[DIRECTIONS FOR THIS TASK]
From the first record to the last, write out each one exactly.
[DATA PROVIDED — start]
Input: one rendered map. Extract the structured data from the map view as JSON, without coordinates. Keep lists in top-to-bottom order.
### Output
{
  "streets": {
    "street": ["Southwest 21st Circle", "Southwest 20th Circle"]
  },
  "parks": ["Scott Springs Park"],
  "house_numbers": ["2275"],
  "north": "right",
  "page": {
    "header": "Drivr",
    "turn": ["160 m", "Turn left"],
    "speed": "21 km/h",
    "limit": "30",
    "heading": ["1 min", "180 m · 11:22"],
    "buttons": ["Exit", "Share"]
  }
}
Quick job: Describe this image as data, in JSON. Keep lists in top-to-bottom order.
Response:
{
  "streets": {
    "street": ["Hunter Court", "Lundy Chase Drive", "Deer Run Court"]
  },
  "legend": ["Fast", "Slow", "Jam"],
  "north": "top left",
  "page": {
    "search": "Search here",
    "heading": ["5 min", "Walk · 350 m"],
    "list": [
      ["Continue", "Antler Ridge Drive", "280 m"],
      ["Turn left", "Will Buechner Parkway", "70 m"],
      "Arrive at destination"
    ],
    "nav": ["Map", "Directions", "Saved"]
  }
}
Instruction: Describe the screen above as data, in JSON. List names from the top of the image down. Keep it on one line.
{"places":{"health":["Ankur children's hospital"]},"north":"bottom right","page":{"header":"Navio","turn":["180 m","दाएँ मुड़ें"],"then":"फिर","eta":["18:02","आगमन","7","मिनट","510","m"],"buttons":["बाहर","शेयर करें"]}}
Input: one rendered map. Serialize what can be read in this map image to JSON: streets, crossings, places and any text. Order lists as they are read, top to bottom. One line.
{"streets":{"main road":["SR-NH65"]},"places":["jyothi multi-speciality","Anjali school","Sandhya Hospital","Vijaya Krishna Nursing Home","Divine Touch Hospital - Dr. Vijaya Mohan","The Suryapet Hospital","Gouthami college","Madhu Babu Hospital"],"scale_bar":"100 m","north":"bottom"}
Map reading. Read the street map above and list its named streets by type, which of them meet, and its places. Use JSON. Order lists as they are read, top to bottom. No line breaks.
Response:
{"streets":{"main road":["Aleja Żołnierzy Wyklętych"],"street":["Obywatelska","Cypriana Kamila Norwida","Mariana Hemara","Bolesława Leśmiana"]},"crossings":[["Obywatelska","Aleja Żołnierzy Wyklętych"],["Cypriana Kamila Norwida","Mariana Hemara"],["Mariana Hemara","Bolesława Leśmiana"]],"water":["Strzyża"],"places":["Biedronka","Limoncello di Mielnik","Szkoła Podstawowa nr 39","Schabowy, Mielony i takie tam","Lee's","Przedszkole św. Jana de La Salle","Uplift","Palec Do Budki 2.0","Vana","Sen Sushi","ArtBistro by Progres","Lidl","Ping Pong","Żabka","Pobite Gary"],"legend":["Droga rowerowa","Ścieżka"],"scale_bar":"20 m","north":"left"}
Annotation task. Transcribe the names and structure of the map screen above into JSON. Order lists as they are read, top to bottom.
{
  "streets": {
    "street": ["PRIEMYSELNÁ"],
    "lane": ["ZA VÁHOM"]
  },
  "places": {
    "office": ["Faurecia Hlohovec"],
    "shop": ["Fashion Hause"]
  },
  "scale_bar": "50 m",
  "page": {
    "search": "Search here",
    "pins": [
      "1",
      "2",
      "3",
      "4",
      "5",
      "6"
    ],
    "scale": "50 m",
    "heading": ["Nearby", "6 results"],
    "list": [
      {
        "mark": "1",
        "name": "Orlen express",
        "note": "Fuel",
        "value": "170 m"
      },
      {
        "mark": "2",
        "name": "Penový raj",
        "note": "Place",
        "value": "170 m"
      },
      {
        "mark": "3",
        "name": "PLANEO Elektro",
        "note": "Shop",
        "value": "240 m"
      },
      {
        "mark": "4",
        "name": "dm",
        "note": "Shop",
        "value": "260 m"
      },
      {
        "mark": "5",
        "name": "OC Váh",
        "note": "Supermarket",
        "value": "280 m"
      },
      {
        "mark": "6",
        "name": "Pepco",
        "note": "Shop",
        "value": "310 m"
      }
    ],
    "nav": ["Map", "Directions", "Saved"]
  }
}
[DATA PROVIDED — finish]
[RESULT FOR THIS TASK]
Input: one rendered map. Extract the structured data from the map view as JSON, without coordinates. Keep lists in top-to-bottom order.
### Output
{
  "streets": {
    "street": ["Southwest 21st Circle", "Southwest 20th Circle"]
  },
  "parks": ["Scott Springs Park"],
  "house_numbers": ["2275"],
  "north": "right",
  "page": {
    "header": "Drivr",
    "turn": ["160 m", "Turn left"],
    "speed": "21 km/h",
    "limit": "30",
    "heading": ["1 min", "180 m · 11:22"],
    "buttons": ["Exit", "Share"]
  }
}
Quick job: Describe this image as data, in JSON. Keep lists in top-to-bottom order.
Response:
{
  "streets": {
    "street": ["Hunter Court", "Lundy Chase Drive", "Deer Run Court"]
  },
  "legend": ["Fast", "Slow", "Jam"],
  "north": "top left",
  "page": {
    "search": "Search here",
    "heading": ["5 min", "Walk · 350 m"],
    "list": [
      ["Continue", "Antler Ridge Drive", "280 m"],
      ["Turn left", "Will Buechner Parkway", "70 m"],
      "Arrive at destination"
    ],
    "nav": ["Map", "Directions", "Saved"]
  }
}
Instruction: Describe the screen above as data, in JSON. List names from the top of the image down. Keep it on one line.
{"places":{"health":["Ankur children's hospital"]},"north":"bottom right","page":{"header":"Navio","turn":["180 m","दाएँ मुड़ें"],"then":"फिर","eta":["18:02","आगमन","7","मिनट","510","m"],"buttons":["बाहर","शेयर करें"]}}
Input: one rendered map. Serialize what can be read in this map image to JSON: streets, crossings, places and any text. Order lists as they are read, top to bottom. One line.
{"streets":{"main road":["SR-NH65"]},"places":["jyothi multi-speciality","Anjali school","Sandhya Hospital","Vijaya Krishna Nursing Home","Divine Touch Hospital - Dr. Vijaya Mohan","The Suryapet Hospital","Gouthami college","Madhu Babu Hospital"],"scale_bar":"100 m","north":"bottom"}
Map reading. Read the street map above and list its named streets by type, which of them meet, and its places. Use JSON. Order lists as they are read, top to bottom. No line breaks.
Response:
{"streets":{"main road":["Aleja Żołnierzy Wyklętych"],"street":["Obywatelska","Cypriana Kamila Norwida","Mariana Hemara","Bolesława Leśmiana"]},"crossings":[["Obywatelska","Aleja Żołnierzy Wyklętych"],["Cypriana Kamila Norwida","Mariana Hemara"],["Mariana Hemara","Bolesława Leśmiana"]],"water":["Strzyża"],"places":["Biedronka","Limoncello di Mielnik","Szkoła Podstawowa nr 39","Schabowy, Mielony i takie tam","Lee's","Przedszkole św. Jana de La Salle","Uplift","Palec Do Budki 2.0","Vana","Sen Sushi","ArtBistro by Progres","Lidl","Ping Pong","Żabka","Pobite Gary"],"legend":["Droga rowerowa","Ścieżka"],"scale_bar":"20 m","north":"left"}
Annotation task. Transcribe the names and structure of the map screen above into JSON. Order lists as they are read, top to bottom.
{
  "streets": {
    "street": ["PRIEMYSELNÁ"],
    "lane": ["ZA VÁHOM"]
  },
  "places": {
    "office": ["Faurecia Hlohovec"],
    "shop": ["Fashion Hause"]
  },
  "scale_bar": "50 m",
  "page": {
    "search": "Search here",
    "pins": [
      "1",
      "2",
      "3",
      "4",
      "5",
      "6"
    ],
    "scale": "50 m",
    "heading": ["Nearby", "6 results"],
    "list": [
      {
        "mark": "1",
        "name": "Orlen express",
        "note": "Fuel",
        "value": "170 m"
      },
      {
        "mark": "2",
        "name": "Penový raj",
        "note": "Place",
        "value": "170 m"
      },
      {
        "mark": "3",
        "name": "PLANEO Elektro",
        "note": "Shop",
        "value": "240 m"
      },
      {
        "mark": "4",
        "name": "dm",
        "note": "Shop",
        "value": "260 m"
      },
      {
        "mark": "5",
        "name": "OC Váh",
        "note": "Supermarket",
        "value": "280 m"
      },
      {
        "mark": "6",
        "name": "Pepco",
        "note": "Shop",
        "value": "310 m"
      }
    ],
    "nav": ["Map", "Directions", "Saved"]
  }
}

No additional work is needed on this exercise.